In the event Mortgagor fails, after reasonable notice, to pay any amounts described in clause (b)(ii) immediately above, Beneficiary may, but shall not be obligated to, cause the Hazardous Materials to be removed from the property and the cost of such removal shall be added to the indebtedness secured hereby (regardless of whether such addition increases the outstanding balance of the indebtedness secured hereby to an amount in excess of the face amount of any notes described herein). Beneficiary shall have the right at reasonable times and reasonable intervals, following reasonable advance notice to Mortgagor, to conduct an environmental audit of the property and Mortgagor shall cooperate in the conduct of such environmental audit, Mortgagor shall pay the cost of environmental audits of the property conducted for the benefit or at the request of Beneficiary.
7:3 Successor Trustees. The Trustee may resign in writing addressed to Beneficiary or be removed at any time with or without cause by an instrument in writing duly executed by Beneficiary.
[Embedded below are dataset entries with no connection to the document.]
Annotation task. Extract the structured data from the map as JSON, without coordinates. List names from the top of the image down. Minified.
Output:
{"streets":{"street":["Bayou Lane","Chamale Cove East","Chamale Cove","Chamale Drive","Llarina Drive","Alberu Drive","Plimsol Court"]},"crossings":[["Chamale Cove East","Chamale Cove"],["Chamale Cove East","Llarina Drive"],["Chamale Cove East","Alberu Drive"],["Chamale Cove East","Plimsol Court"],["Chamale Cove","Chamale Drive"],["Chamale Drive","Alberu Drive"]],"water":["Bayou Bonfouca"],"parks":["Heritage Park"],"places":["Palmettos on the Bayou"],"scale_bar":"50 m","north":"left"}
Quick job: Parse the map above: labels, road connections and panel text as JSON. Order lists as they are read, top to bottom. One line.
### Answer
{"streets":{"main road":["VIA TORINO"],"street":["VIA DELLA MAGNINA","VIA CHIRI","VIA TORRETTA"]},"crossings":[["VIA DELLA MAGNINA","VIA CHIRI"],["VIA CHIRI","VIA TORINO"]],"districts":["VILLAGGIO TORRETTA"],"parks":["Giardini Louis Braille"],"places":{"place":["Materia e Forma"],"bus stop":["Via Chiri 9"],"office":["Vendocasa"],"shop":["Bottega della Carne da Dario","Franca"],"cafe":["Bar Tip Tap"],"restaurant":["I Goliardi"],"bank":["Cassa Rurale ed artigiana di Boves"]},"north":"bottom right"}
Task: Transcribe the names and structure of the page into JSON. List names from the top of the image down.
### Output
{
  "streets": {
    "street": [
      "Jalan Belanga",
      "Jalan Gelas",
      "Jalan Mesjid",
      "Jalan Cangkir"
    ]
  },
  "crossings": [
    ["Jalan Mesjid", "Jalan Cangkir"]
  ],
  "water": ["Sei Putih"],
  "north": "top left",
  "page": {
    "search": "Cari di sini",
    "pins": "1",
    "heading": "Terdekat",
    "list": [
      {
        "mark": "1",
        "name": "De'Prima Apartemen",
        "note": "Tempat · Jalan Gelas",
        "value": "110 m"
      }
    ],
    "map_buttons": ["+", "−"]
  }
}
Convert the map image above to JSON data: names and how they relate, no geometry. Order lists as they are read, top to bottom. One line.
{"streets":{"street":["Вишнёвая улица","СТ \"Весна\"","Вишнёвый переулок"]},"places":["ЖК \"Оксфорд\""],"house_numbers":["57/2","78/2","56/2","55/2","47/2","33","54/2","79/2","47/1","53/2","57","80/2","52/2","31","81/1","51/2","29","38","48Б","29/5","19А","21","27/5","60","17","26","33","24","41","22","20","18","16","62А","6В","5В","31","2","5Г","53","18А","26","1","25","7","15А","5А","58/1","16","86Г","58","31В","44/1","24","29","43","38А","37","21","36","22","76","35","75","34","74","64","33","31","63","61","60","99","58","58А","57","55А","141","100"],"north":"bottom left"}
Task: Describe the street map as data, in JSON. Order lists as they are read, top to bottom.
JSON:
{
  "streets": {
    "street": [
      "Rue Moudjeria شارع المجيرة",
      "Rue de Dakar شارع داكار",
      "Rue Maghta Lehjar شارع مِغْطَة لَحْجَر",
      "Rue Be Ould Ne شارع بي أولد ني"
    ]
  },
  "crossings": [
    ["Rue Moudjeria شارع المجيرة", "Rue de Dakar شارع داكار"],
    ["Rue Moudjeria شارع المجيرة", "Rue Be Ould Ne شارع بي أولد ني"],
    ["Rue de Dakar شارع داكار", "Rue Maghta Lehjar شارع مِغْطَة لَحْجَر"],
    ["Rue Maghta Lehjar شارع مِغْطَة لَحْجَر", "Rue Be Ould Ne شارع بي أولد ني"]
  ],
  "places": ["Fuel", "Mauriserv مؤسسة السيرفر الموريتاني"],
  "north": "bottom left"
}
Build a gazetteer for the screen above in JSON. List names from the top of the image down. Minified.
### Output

In case of the death, resignation or removal of the Trustee, a successor Trustee may be appointed by Beneficiary by instrument of substitution complying with any applicable requirements of law, and in the absence of any such requirement, without other formality than an appointment and designation in writing. Such appointment and designation will be full evidence of the right and authority to make the same and of all facts therein recited, and upon the making of any such appointment and designation, this conveyance will vest in the named successor Trustee all the estate and title of the Trustee in all of the Realty Collateral, and said successor will thereupon succeed to all the rights, powers, privileges, immunities and duties hereby conferred upon the Trustee. All references herein to the Trustee will be deemed to refer to the Trustee from time to time acting hereunder.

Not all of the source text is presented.